Connie Han. Courtesy photo.

As with all live jazz, Connie Han’s audiences should expect the unexpected. “Part of being a jazz musician is accepting variance in every performance,” Han said. “It’s different every time because the band chemistry and improvisational arcs vary from night to night.”

Han considers the piano to be an ideal instrument for this unpredictability. “To me, the piano is the most versatile instrument of all,” she said. “It’s fully capable as both a percussion instrument as well as a lush, full orchestra.”

But Han didn’t start out with the looseness of jazz. “My mother, a classical pianist and instructor, taught me piano at five years old,” she said. “Fortunately, I developed a strong technical foundation early on so when I decided to pursue jazz as a professional career at age 14, it was possible for me to focus purely on becoming a better jazz musician.”

She looked to her top predecessors in jazz for guidance. “I poured all of my energy into learning how to improvise authentically,” she said, “by expanding my sense of rhythm and harmony, learning repertoire, and transcribing greats such as McCoy Tyner, Kenny Kirkland, Mulgrew Miller, and Hank Jones.”

Han also studied at Los Angeles County High School for the Arts with her mentor, Bill Wysaske, who has also become a member of her trio. “Bill Wysaske collaborates with me frequently in composition, arranging, and overall artistic concept in the trio’s sound,” she said. “We also share a common goal to take creative risks every time we play.”

These goals are also shared by her third trio member, Ivan Taylor. “We all share a deep reverence for the jazz tradition,” she said. “It is an immense joy to collaborate with people who not only support and understand your musical aesthetic, but work proactively to translate it into tangible art.”

Having the support of fellow musicians has helped Han deal with the challenges of developing a career in music. “It is important to not only have your musicianship together, but also a vision and business strategy to execute that vision,” she said. “As an artist, having conviction in your values despite pressure from outside influences is necessary in surviving this industry. In addition to that conviction, it’s essential to develop diplomacy and communication skills to communicate those values professionally.”

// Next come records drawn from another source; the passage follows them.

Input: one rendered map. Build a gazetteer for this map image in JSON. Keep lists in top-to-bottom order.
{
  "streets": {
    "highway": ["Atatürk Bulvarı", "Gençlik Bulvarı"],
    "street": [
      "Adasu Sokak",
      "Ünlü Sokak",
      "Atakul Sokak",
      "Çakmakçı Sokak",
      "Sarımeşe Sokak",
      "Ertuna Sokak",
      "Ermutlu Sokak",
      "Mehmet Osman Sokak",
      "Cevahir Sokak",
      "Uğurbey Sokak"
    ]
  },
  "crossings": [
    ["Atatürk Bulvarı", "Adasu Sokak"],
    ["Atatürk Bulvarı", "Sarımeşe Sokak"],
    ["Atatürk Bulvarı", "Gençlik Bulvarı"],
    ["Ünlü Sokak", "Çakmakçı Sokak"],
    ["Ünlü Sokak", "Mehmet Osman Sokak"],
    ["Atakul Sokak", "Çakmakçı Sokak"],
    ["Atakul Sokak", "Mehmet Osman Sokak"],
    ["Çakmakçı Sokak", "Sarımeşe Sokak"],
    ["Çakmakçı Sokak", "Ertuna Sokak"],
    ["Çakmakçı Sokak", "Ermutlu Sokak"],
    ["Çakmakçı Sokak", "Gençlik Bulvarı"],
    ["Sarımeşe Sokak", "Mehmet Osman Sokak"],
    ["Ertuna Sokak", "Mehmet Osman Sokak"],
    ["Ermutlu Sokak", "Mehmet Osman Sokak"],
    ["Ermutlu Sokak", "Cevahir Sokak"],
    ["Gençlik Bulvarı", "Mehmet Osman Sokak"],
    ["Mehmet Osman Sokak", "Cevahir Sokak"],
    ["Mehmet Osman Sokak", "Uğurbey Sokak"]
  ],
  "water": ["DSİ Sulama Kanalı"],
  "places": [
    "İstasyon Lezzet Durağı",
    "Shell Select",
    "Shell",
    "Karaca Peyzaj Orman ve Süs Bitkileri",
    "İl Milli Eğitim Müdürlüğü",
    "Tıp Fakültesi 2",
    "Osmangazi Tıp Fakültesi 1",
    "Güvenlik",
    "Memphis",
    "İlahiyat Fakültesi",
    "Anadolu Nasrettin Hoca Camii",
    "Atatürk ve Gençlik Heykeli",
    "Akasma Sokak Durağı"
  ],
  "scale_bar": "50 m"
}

Above all, Han emphasizes the importance of continuous learning and practice. “Learning hard truths about what you need to work on is essential to getting better,” she said, “rather than working off a cookie-cutter template of ‘how to play jazz.’”

Han endeavors to work on every weakness she discovers in her skills on the piano. “The sheer range I have in orchestrating around a single melody is so vast,” she said. “It’s an endless sonic playground quite literally right at my fingertips.”

Here in Seattle, Han is hoping to cultivate an audience that appreciates jazz. “As always with every venue I play, I focus first and foremost on creating the best possible music and delivering a great show,” she said. “I plan on doing the same at Triple Door!”

Connie Han plays on August 12 at the Triple Door, 216 Union Street, Seattle.